▶ **YOUR INSTRUCTIONS**
From the listing below, pull out all lines with "nowrap" in them.

··· TASK MATERIAL

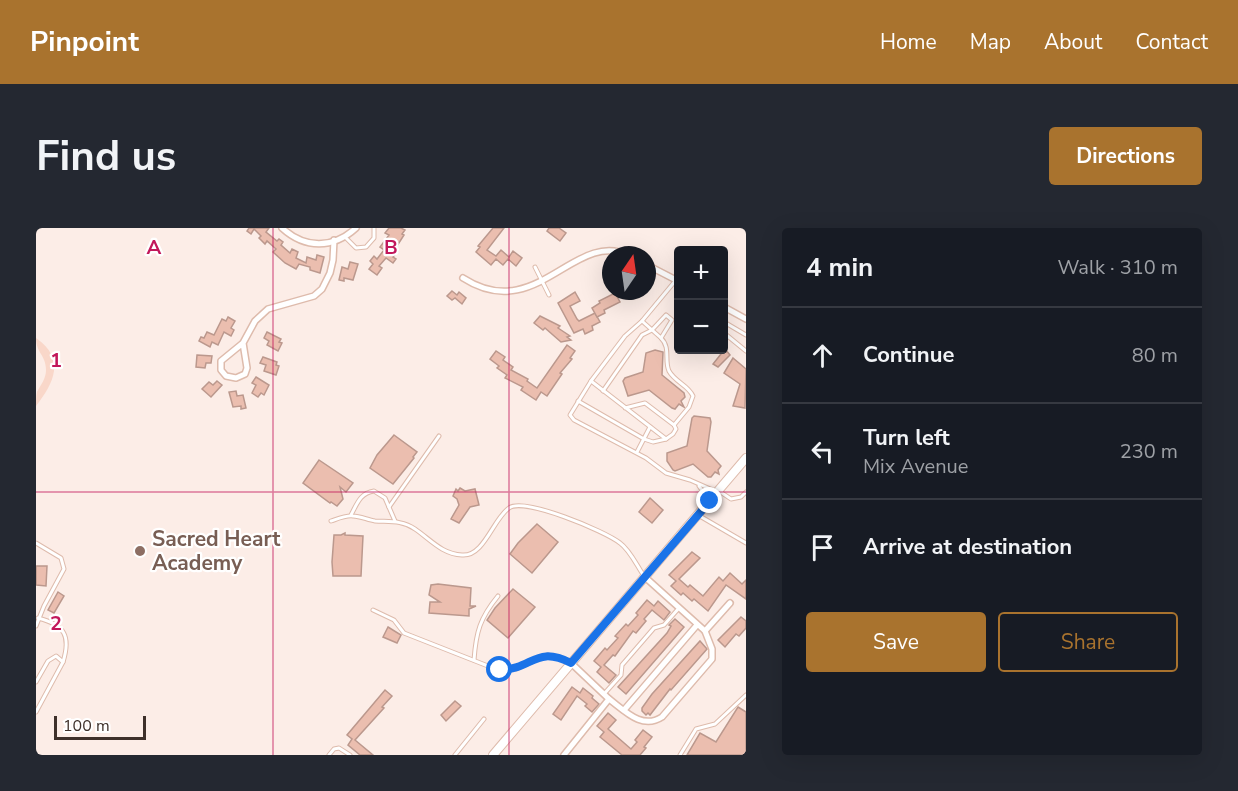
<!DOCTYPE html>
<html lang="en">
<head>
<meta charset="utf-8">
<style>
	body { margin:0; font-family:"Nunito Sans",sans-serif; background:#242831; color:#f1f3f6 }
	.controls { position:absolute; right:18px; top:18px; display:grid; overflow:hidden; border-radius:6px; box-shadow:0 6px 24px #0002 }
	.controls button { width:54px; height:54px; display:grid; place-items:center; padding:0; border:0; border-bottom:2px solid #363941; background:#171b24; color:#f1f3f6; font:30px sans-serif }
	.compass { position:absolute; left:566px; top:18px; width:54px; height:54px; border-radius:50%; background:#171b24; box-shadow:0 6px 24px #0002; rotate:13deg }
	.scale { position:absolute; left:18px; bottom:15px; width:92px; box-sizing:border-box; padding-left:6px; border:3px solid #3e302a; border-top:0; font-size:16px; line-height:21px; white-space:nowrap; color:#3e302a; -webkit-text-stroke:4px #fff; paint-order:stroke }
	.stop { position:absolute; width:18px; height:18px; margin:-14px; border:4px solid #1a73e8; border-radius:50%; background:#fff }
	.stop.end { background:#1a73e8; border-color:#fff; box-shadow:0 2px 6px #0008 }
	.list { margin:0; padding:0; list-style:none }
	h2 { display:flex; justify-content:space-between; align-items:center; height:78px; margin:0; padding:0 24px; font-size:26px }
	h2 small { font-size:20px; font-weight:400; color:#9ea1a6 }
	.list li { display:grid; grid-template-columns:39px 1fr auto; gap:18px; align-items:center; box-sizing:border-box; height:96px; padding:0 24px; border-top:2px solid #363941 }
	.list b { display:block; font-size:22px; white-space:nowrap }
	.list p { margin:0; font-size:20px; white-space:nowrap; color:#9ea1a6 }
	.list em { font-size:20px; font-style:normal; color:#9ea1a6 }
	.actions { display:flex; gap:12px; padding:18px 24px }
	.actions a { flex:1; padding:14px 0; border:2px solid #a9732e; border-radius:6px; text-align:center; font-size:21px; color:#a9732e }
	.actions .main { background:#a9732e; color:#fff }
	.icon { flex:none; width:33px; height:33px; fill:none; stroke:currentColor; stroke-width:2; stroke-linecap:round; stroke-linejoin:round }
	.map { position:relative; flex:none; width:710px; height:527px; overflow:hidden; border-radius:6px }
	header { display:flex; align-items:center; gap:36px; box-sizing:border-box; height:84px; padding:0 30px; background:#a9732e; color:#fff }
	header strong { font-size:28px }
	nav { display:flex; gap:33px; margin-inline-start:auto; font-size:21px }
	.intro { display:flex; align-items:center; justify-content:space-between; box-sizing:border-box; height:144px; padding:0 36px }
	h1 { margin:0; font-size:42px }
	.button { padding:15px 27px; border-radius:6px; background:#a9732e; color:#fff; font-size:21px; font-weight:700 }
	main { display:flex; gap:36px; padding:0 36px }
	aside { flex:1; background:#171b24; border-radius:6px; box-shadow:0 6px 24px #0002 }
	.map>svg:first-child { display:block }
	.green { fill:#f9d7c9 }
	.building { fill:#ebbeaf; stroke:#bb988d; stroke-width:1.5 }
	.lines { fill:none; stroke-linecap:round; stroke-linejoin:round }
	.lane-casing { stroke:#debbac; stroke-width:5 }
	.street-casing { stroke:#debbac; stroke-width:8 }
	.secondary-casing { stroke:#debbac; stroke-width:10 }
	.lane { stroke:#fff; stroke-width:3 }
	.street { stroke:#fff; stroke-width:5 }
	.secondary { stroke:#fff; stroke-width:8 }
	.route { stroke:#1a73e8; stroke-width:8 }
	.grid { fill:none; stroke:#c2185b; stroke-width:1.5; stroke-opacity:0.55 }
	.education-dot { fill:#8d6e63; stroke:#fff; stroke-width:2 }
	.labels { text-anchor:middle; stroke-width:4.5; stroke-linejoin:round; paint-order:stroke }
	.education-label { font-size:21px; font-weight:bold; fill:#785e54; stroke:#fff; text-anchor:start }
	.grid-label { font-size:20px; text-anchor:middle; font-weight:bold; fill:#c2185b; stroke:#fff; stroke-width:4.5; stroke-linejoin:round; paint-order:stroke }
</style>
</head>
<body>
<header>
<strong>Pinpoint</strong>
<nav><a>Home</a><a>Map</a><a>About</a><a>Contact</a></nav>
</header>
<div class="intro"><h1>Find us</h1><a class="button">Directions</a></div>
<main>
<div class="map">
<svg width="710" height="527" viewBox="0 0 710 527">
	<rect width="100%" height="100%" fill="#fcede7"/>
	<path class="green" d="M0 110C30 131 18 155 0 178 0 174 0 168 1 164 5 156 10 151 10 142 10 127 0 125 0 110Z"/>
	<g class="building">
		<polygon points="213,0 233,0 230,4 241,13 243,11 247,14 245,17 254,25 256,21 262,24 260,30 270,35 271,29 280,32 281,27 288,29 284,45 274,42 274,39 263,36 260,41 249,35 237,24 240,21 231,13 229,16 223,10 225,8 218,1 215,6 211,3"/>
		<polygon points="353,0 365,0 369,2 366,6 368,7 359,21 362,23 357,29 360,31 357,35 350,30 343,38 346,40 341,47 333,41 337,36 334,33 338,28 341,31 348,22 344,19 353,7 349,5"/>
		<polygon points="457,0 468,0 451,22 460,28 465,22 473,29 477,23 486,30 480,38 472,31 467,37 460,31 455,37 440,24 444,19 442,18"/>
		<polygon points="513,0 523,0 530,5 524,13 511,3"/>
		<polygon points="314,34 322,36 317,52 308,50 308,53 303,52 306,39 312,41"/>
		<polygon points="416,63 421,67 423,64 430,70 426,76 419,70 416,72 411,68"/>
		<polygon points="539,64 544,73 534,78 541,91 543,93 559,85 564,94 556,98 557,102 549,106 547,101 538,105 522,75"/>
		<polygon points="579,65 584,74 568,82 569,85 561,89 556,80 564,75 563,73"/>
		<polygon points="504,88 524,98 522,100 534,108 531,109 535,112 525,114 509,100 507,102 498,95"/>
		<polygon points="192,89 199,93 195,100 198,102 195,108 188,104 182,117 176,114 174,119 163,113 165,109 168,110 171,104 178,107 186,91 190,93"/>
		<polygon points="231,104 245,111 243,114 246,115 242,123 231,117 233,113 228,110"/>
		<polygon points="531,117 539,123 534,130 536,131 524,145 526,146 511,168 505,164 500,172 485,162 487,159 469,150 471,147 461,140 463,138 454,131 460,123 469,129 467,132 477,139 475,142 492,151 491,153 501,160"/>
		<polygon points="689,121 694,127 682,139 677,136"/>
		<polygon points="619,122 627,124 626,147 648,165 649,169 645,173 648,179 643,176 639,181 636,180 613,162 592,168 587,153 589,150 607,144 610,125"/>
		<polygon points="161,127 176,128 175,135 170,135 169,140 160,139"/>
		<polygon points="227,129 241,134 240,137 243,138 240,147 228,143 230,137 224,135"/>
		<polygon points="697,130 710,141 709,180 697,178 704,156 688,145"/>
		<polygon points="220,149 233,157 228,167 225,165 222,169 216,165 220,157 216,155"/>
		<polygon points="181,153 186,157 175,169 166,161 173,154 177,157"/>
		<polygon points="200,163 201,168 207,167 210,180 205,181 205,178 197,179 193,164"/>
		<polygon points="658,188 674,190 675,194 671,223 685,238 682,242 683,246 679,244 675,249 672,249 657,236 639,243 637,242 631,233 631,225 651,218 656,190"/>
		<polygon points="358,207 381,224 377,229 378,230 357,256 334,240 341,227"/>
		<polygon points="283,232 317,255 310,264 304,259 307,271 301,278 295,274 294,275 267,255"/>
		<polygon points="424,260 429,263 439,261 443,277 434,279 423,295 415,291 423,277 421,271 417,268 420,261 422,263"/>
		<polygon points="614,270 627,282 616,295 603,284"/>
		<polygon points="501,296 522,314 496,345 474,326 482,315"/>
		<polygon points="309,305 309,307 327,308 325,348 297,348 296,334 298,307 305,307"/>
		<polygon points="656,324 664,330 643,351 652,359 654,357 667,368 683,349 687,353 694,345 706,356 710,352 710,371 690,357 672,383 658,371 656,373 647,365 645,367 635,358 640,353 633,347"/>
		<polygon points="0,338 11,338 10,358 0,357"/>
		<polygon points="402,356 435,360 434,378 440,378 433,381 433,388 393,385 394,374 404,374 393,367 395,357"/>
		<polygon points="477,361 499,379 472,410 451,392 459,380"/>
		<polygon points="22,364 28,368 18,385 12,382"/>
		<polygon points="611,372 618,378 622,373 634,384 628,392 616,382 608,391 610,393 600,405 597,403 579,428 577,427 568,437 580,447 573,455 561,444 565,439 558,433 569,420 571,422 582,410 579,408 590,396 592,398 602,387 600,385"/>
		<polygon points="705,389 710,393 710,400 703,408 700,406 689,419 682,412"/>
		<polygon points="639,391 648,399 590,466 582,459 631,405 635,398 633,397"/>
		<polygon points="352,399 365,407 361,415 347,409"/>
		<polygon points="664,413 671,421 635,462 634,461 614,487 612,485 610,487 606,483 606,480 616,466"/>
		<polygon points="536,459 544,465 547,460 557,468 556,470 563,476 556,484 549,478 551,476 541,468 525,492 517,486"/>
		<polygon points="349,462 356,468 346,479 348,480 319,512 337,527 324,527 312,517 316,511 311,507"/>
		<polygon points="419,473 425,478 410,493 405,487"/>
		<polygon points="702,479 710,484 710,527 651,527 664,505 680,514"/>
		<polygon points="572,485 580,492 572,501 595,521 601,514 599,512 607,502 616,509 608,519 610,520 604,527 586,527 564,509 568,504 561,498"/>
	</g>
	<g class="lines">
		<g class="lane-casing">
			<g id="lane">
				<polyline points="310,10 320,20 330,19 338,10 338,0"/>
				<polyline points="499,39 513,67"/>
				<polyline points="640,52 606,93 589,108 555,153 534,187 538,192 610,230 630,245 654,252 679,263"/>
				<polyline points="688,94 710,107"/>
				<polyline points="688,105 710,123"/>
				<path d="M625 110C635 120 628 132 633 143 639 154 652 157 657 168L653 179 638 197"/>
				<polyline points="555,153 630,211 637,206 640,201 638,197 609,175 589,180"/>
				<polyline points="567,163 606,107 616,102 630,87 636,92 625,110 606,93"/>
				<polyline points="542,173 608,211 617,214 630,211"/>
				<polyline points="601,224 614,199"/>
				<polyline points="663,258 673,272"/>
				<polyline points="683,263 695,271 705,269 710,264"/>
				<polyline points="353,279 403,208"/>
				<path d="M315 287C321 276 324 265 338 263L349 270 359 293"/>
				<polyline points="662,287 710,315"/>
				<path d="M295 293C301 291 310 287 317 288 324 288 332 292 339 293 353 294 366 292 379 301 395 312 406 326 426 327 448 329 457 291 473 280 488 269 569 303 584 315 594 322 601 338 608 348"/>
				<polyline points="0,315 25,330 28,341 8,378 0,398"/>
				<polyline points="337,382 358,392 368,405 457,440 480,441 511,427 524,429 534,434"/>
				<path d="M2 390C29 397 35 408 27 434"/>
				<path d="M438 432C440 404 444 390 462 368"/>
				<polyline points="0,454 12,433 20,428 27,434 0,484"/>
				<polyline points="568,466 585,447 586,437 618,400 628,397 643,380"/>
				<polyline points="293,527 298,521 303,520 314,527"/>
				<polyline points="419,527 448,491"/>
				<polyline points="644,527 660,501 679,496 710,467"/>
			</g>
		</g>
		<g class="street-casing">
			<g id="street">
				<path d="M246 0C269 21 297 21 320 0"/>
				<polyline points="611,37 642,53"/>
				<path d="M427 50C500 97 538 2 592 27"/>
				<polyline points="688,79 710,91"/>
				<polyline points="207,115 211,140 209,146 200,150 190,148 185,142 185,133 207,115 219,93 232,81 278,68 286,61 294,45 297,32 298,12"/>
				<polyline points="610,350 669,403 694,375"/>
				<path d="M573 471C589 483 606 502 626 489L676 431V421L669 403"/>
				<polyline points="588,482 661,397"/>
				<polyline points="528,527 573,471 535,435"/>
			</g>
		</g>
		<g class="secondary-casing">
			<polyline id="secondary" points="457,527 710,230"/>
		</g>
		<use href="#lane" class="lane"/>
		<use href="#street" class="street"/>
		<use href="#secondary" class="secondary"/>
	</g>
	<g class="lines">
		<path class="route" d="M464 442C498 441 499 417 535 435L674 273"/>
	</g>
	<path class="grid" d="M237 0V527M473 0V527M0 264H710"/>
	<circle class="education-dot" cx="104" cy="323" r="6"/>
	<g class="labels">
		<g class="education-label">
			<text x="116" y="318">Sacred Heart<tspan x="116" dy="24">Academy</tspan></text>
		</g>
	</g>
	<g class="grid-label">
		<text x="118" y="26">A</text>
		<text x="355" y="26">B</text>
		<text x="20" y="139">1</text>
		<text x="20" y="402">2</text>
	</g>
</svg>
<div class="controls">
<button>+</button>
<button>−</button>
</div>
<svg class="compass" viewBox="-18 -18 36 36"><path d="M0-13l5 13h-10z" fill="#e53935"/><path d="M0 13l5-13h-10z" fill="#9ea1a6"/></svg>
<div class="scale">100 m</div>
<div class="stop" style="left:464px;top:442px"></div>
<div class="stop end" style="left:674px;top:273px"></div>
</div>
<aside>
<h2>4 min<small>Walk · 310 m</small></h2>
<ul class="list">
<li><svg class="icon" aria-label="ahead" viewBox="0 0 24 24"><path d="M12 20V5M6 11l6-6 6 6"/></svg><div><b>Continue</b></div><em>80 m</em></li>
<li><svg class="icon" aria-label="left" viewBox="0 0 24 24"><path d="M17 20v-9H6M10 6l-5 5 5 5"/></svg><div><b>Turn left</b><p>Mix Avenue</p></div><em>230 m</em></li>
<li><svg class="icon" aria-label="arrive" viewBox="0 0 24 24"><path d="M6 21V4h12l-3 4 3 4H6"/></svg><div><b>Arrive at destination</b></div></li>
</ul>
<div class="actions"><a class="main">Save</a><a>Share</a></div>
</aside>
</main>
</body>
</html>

······

▶ **OUTPUT FOR THIS TASK**
	.scale { position:absolute; left:18px; bottom:15px; width:92px; box-sizing:border-box; padding-left:6px; border:3px solid #3e302a; border-top:0; font-size:16px; line-height:21px; white-space:nowrap; color:#3e302a; -webkit-text-stroke:4px #fff; paint-order:stroke }
	.list b { display:block; font-size:22px; white-space:nowrap }
	.list p { margin:0; font-size:20px; white-space:nowrap; color:#9ea1a6 }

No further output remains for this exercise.